This place says "dead". In a way that graveyards, floral wreaths, parsons and sobbing little Sarah clutching her Mom's skirt never do.

In fact, dead isn't wholly accurate. More like never alive. Inanimate. That was it - inanimate.

There are humans here. The check-out clerk, the pump attendant, the mildly sociopathic jerk who sings Madonna at the back of the diner. The waitress, wearing a pink that's never looked less innocent, and lipstick that almost drips off her pursed lips.

And the woman who sits opposite me in this cute little 'booth.'

Dead, all of them. No, I'm forgetting myself, inanimate.

'You want a cigarette?' she asks.

'Sure.' I take one, light a match on the underside of the table and, once lit, take a life affirming breath of the nicotine goodness.

'I didn't think you smoked. Thought it was too 'bad' for a prissy good-girl like you.'

'It is,' I return, darkly. But I gave up trying to be prissy good-girl - maybe I even gave up trying - a long time ago. But then again, I'm not into this self-pity shit.

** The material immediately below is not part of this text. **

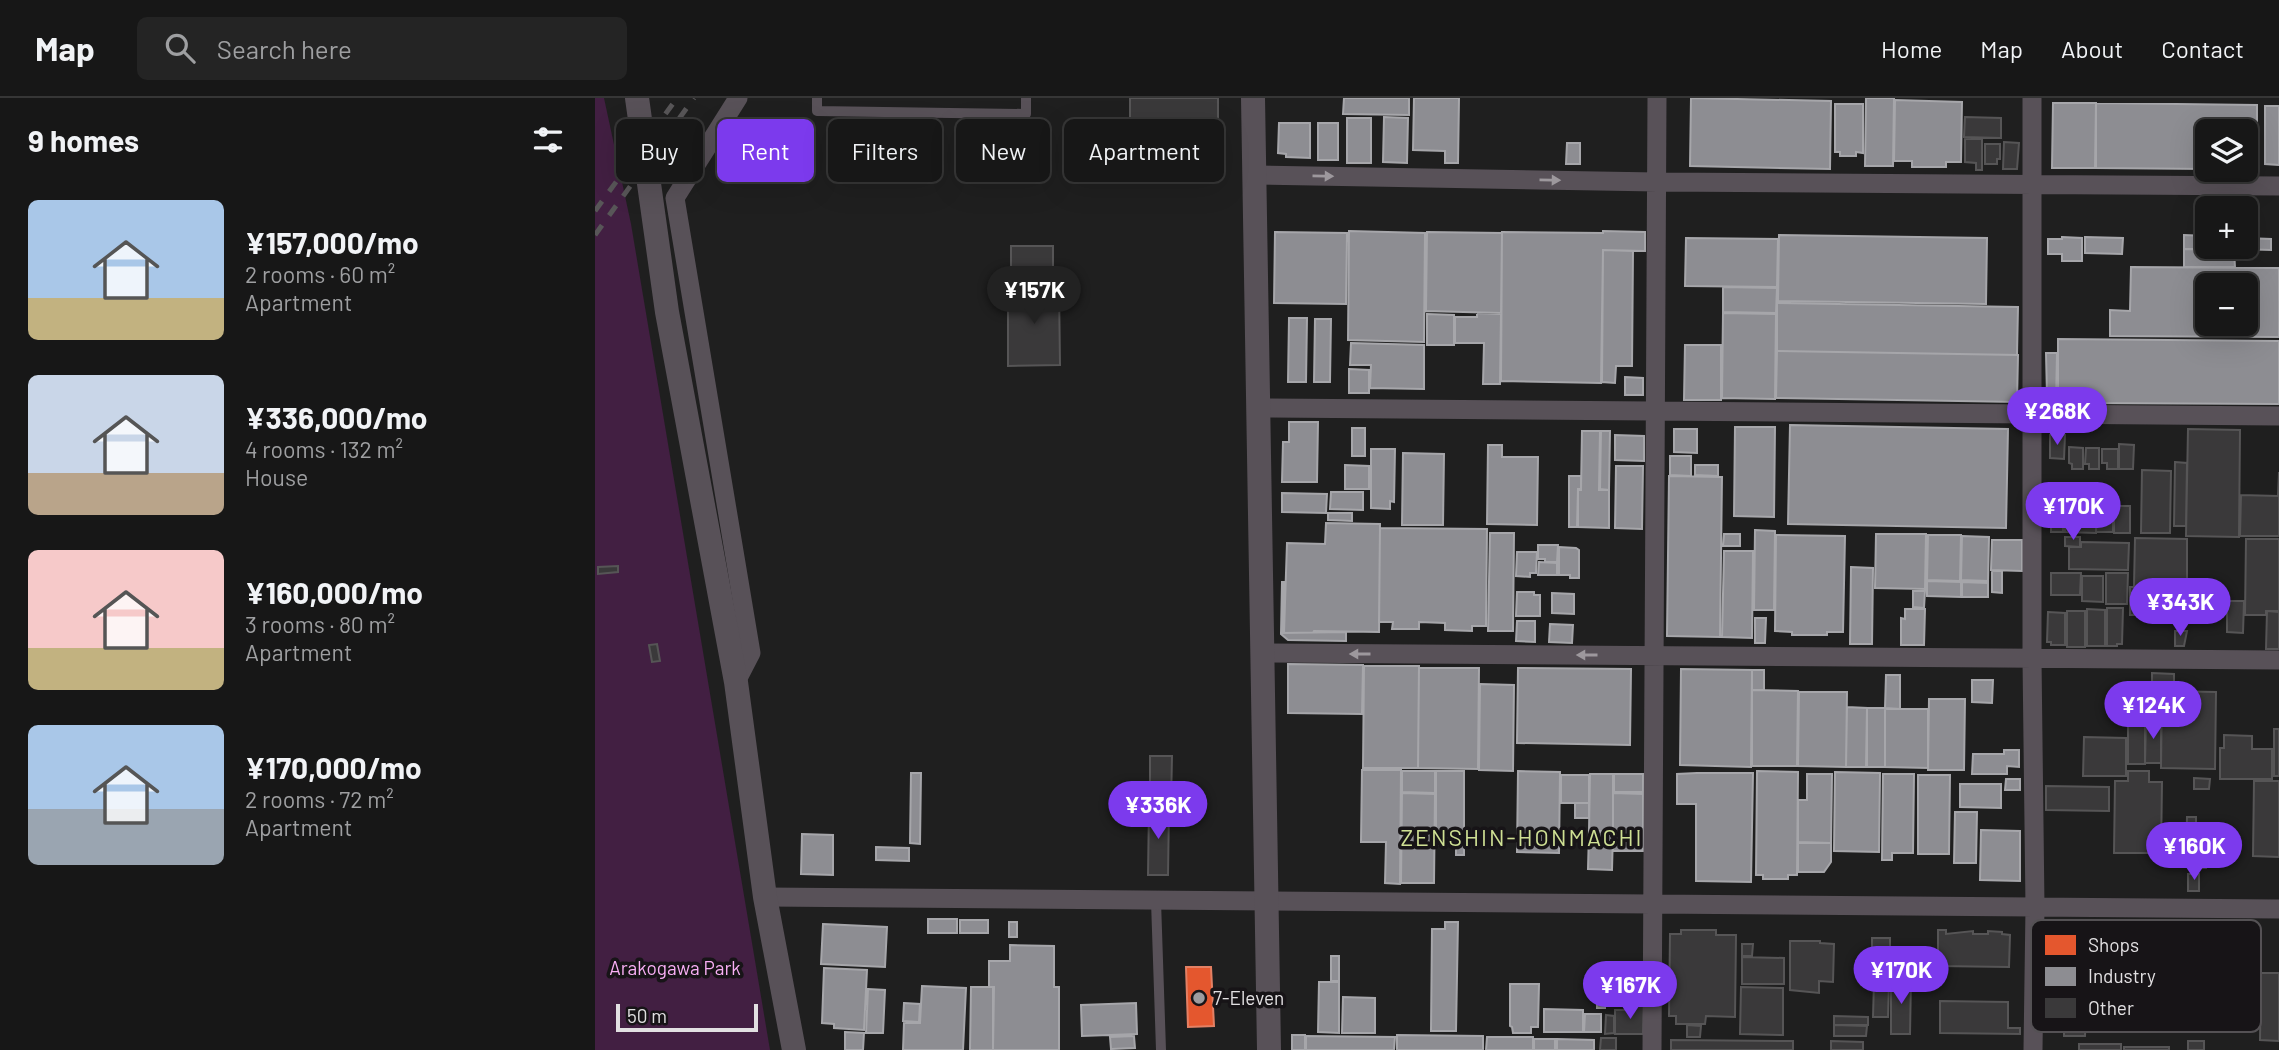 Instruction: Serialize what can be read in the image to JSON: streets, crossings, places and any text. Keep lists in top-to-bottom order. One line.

I look up. 'But I figure everyone starts at some point. Either you grow up to realise that they aren't good for you, or you get so old that you wonder why you never tried. Anyway,' I snort, 'it's not like I'm about to die from lung cancer.'

'No,' she laughs back, a hollow chuckle. 'Maybe I had you planned out all wrong, B.'

'B,' I smile, mimicking her, 'it's been a while.'

She winks at me, 'Sure has,' she grins. 'Fuck girl, where you been?'

Dying. That's where I've been. Not in the literal sense of course, merely metaphorically.

The light in the diner swings slowly, and its shadows adjust, change. It's not enough to brighten the coffin though; the pine walls just shine the light back as it looks for some kind of exit. And if I wasn't already dead, figuratively speaking, then I'd help it out of here.

'Nowhere, everywhere,' I say distantly. 'Fucked Angel yet?'

The grin turns half sober. In the background, someone's coughing up 'Ma's 'hotter than hotter' burger relish that may as well be arsenic for it's reaction to the stomach lining.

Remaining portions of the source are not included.